What you have to do: Produce a character-for-character copy of the data below.

Provided entries:

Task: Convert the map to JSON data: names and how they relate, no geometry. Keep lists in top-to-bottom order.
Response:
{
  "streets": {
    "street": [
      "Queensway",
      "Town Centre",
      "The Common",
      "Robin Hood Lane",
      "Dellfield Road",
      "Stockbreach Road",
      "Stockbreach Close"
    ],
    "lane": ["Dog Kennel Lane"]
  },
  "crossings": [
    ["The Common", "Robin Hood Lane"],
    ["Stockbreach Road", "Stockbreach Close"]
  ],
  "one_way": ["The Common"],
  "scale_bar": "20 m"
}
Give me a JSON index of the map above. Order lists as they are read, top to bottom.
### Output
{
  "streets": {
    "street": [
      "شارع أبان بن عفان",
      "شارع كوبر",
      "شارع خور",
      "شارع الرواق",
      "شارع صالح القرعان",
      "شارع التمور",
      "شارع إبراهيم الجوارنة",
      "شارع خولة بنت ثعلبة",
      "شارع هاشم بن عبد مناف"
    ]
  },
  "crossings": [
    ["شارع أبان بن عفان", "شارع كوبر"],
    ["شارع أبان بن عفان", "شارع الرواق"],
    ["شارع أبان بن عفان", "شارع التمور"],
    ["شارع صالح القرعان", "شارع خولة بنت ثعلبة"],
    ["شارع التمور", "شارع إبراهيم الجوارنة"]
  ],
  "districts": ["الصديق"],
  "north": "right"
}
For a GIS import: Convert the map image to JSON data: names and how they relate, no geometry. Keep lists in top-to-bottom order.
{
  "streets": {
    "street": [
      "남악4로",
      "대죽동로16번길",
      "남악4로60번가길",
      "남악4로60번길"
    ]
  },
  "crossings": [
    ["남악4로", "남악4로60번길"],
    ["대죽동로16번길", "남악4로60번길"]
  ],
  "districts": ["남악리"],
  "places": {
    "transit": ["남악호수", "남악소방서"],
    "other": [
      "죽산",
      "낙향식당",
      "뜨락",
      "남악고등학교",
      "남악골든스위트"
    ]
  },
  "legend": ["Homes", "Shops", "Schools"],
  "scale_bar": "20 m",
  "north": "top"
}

Task solution:
Task: Convert the map to JSON data: names and how they relate, no geometry. Keep lists in top-to-bottom order.
Response:
{
  "streets": {
    "street": [
      "Queensway",
      "Town Centre",
      "The Common",
      "Robin Hood Lane",
      "Dellfield Road",
      "Stockbreach Road",
      "Stockbreach Close"
    ],
    "lane": ["Dog Kennel Lane"]
  },
  "crossings": [
    ["The Common", "Robin Hood Lane"],
    ["Stockbreach Road", "Stockbreach Close"]
  ],
  "one_way": ["The Common"],
  "scale_bar": "20 m"
}
Give me a JSON index of the map above. Order lists as they are read, top to bottom.
### Output
{
  "streets": {
    "street": [
      "شارع أبان بن عفان",
      "شارع كوبر",
      "شارع خور",
      "شارع الرواق",
      "شارع صالح القرعان",
      "شارع التمور",
      "شارع إبراهيم الجوارنة",
      "شارع خولة بنت ثعلبة",
      "شارع هاشم بن عبد مناف"
    ]
  },
  "crossings": [
    ["شارع أبان بن عفان", "شارع كوبر"],
    ["شارع أبان بن عفان", "شارع الرواق"],
    ["شارع أبان بن عفان", "شارع التمور"],
    ["شارع صالح القرعان", "شارع خولة بنت ثعلبة"],
    ["شارع التمور", "شارع إبراهيم الجوارنة"]
  ],
  "districts": ["الصديق"],
  "north": "right"
}
For a GIS import: Convert the map image to JSON data: names and how they relate, no geometry. Keep lists in top-to-bottom order.
{
  "streets": {
    "street": [
      "남악4로",
      "대죽동로16번길",
      "남악4로60번가길",
      "남악4로60번길"
    ]
  },
  "crossings": [
    ["남악4로", "남악4로60번길"],
    ["대죽동로16번길", "남악4로60번길"]
  ],
  "districts": ["남악리"],
  "places": {
    "transit": ["남악호수", "남악소방서"],
    "other": [
      "죽산",
      "낙향식당",
      "뜨락",
      "남악고등학교",
      "남악골든스위트"
    ]
  },
  "legend": ["Homes", "Shops", "Schools"],
  "scale_bar": "20 m",
  "north": "top"
}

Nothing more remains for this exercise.